From that point-of-view, wouldn’t such a cartel be more effective at maximizing its overall revenue if it were enforced at the federal level?
Jon Murphy
Oct 4 2018 at 10:51am
Cartels increase profit by restricting output, which in turn leads to lower welfare gains in the market as a whole. It’s improbable total wages would rise
nobody.really
Oct 4 2018 at 1:05pm
Depends on the labor supply curve.
But historically, worker productivity in the US moved in step with worker compensation, rising in tandem. But around 1980 that ended; worker compensation flattened, while productive continued to rise; firms collected the resulting surplus value. Perhaps not coincidentally, this coincides with the decline of unions.
A minimum wage can, to some extent, emulate the role of unions. That is, it can eliminate the supply of labor available at lower prices. Yes, this may eliminate some jobs; but it may result in other workers getting more pay for doing their current jobs, clawing back a larger share of the value of their labor.
It’s interesting to observe how, with the decline of unions, we embed ever more labor-contract-type provisions into general statute. Obamacare is the most obvious example. But OSHA. anti-discrimination laws, Social Security disability, unemployment compensation all have a similar quality.
Of course, a minimum wage, like a union, creates winners and losers. Arguably a more equitable and efficient system would be to eliminate both minimum wages AND federally-protected collective bargaining over compensation–and replace both policies with a basic income guarantee. But that’s a whole ‘nuther matter….
Hazel Meade
Oct 5 2018 at 4:59pm
clawing back a larger share of the value of their labor
Are we really going to revert to using the labor theory of value ?
In an efficient market, workers get paid their marginal productivity. There are not evil capitalists out there extracting profits from the surplus labor value of the proletariat. Full stop.
Mark Z
Oct 6 2018 at 12:06am
“But around 1980 that ended; worker compensation flattened, while productive continued to rise; firms collected the resulting surplus value.”
Though this is often claimed, it isn’t really true. Some reached that conclusion by using the wrong price deflator and dubious definitions of compensation.

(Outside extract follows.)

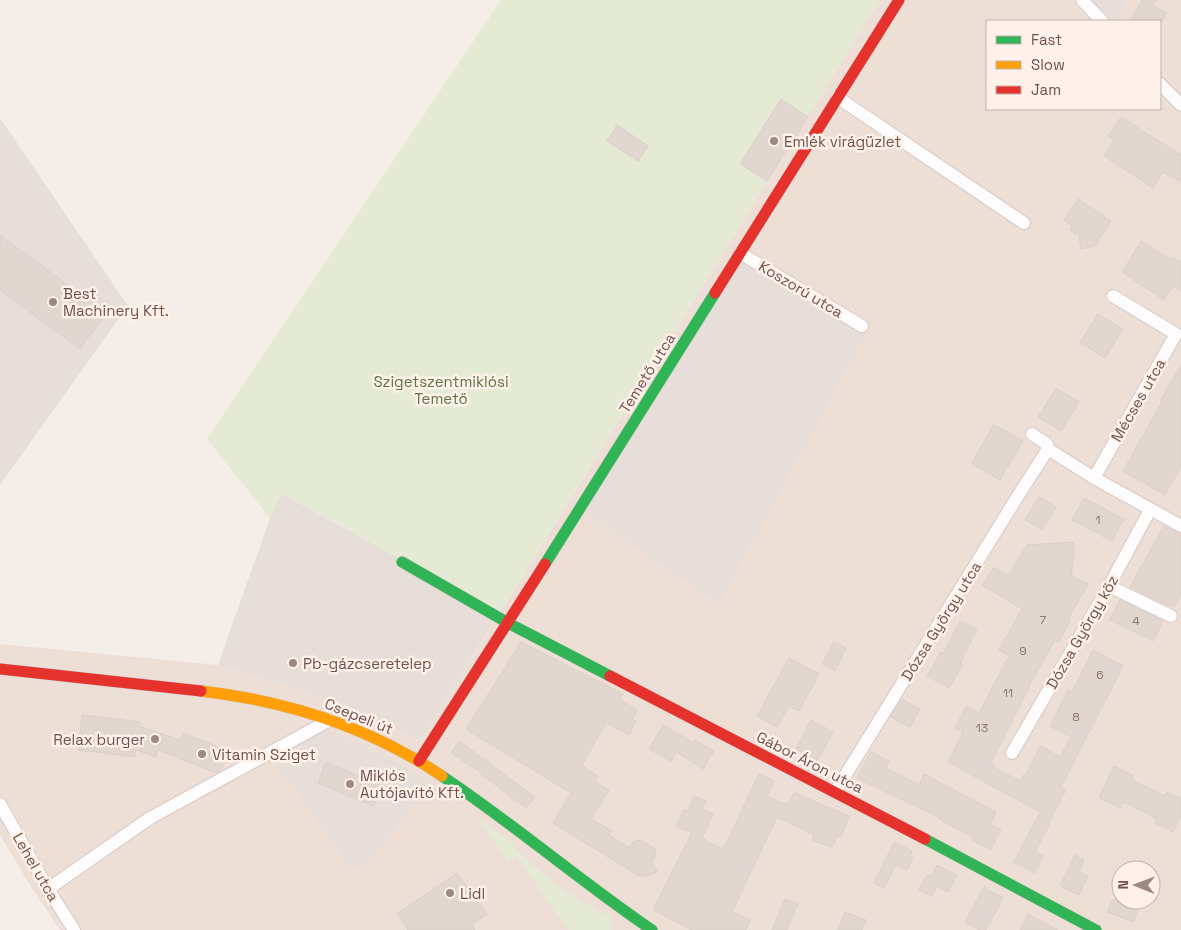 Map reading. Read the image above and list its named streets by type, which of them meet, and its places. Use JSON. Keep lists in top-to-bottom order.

http://thf_media.s3.amazonaws.com/2013/pdf/bg2825.pdf
Alan Goldhammer
Oct 4 2018 at 9:41am
I’m somewhat agnostic about minimum wages but what pushes me towards favoring them is that the trade union movement has essentially been gutted by right to work laws over the years. Movement of ‘industrial production’ to states where such laws have been in force for some years is amply documented. Clearly cost of living varies greatly throughout the country and addressing this on a state/locality basis as noted makes sense.
What does not make any sense is Scott’s example of minimum wage workers moving from Texas to California to get a higher wage. This ignores the cost of moving. Migrations of workers usually take place during moments of great economic stress (dust bowl migration in the 1930s and the black migration from the south to the midwest that began somewhat earlier). The one recent migration that occurs to me is that of oil field workers (good example is North Dakota). However, I don’t think these are minimum wage jobs.
Mark Z
Oct 6 2018 at 12:11am
If other states didn’t introduce right to work laws, what makes you think employers wouldn’t simply move to other countries that have lower wages?

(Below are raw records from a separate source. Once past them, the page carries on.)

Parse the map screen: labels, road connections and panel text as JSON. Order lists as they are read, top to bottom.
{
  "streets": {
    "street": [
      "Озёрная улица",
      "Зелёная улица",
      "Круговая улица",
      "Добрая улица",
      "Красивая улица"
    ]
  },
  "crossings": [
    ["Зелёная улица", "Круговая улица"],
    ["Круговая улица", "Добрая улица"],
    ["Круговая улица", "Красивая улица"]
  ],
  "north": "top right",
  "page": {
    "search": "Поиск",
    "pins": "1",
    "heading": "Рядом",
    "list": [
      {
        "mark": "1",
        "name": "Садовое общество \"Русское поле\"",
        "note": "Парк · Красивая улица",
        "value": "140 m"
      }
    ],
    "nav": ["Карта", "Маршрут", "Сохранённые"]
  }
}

I’d say the decline of unionization was an inevitable result of globalization. The US (except for Michigan it seems) simply couldn’t pretend any more that its labor force could keep wages so high and remain competitive. If we had tried to keep unionization as high as in the 60s through today, I suspect, rather than keeping the economy of, say, Michigan from becoming what it has become today, the whole country’s economy would look more like Michigan’s does today.
Steve Trinward
Oct 4 2018 at 2:29pm
Has anyone been aware that Bezos at the same time removed stock options and bonuses, and in some cases a worker who was making $18 an hour will now be making only $15? This is a scam by Bezos, and then he is trying to make it a mandate so his competitors will go out of business trying to comply — compare it to how Standard Oil and Rockefeller had a hand in writing the “antitrust laws” …

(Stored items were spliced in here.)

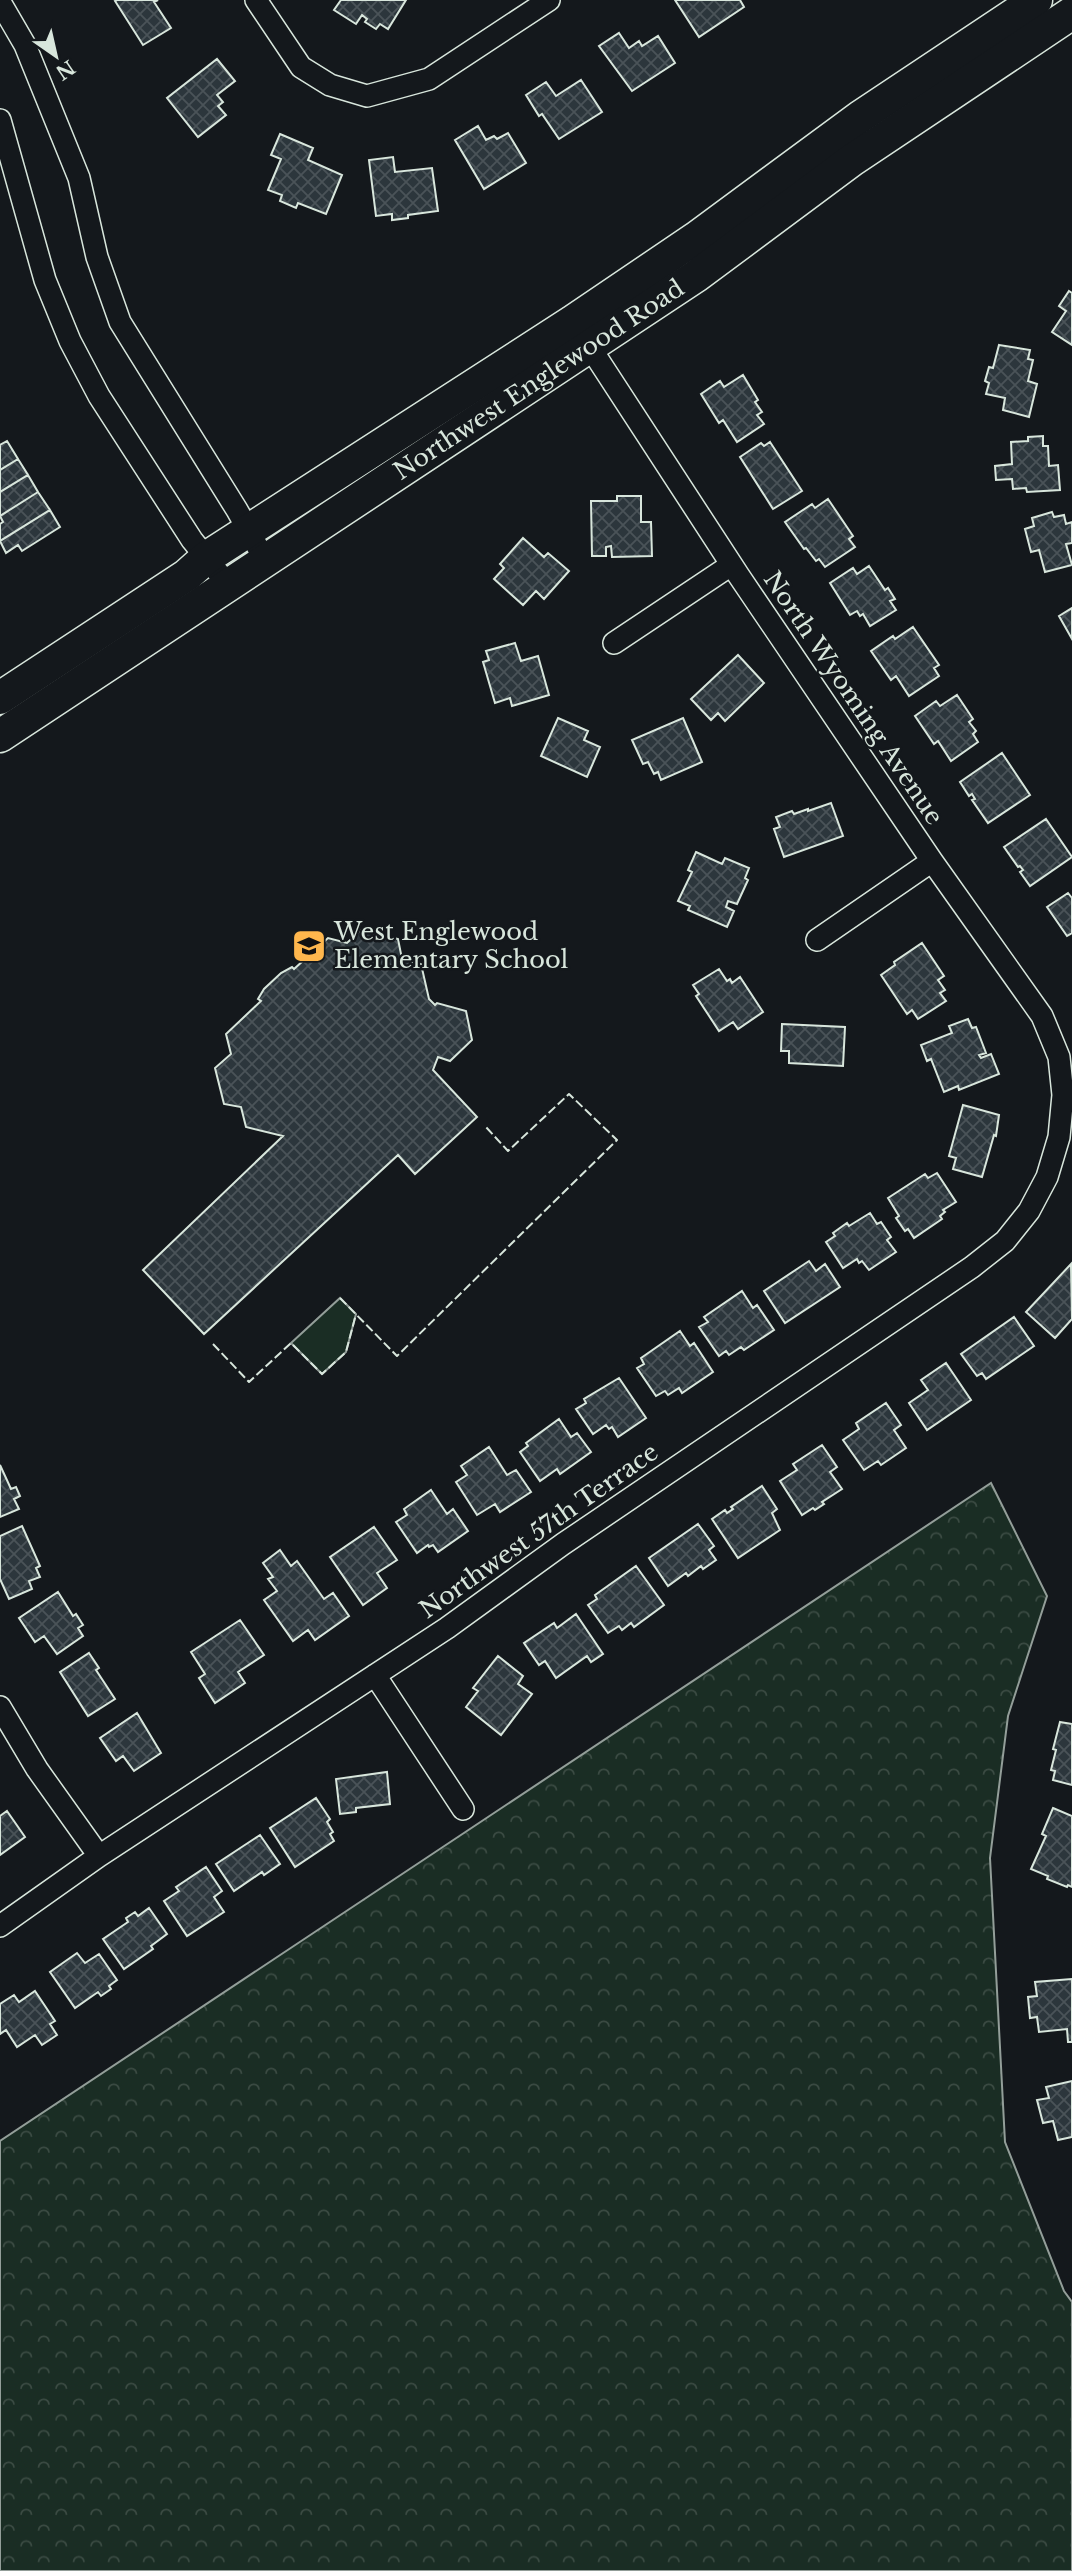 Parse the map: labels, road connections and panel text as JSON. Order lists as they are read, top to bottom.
{
  "streets": {
    "main road": ["Northwest Englewood Road"],
    "street": ["North Wyoming Avenue", "Northwest 57th Terrace"]
  },
  "crossings": [
    ["Northwest Englewood Road", "North Wyoming Avenue"],
    ["North Wyoming Avenue", "Northwest 57th Terrace"]
  ],
  "places": {
    "school or university": ["West Englewood Elementary School"]
  },
  "north": "bottom right"
}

Meanwhile the purpose for minimum wage laws was to prevent unskilled labor from competing with unions, by making new workers not worth paying the minimum; additionally, anyone who has shown both reliability and trainability is capable of working at the lowest rate, before moving on with a resume to find a better gig.
michael pettengill
Oct 5 2018 at 12:41pm
Do you have evidence these incentives added more than a dollar an hour to compensation?
Amazon does not employ many fulfillment workers in Washington state, instead doing that work in places like Kentucky where wages are low and business tax preferences funded by workers are high.
Kentucky Amazon workers will pay significantly more in taxes as a consequence of this Amazon minimum wage, certainly more in higher taxes than they got from the recent GOP tax cuts: 2-3% income plus 6% sales tax on a $10K income hike.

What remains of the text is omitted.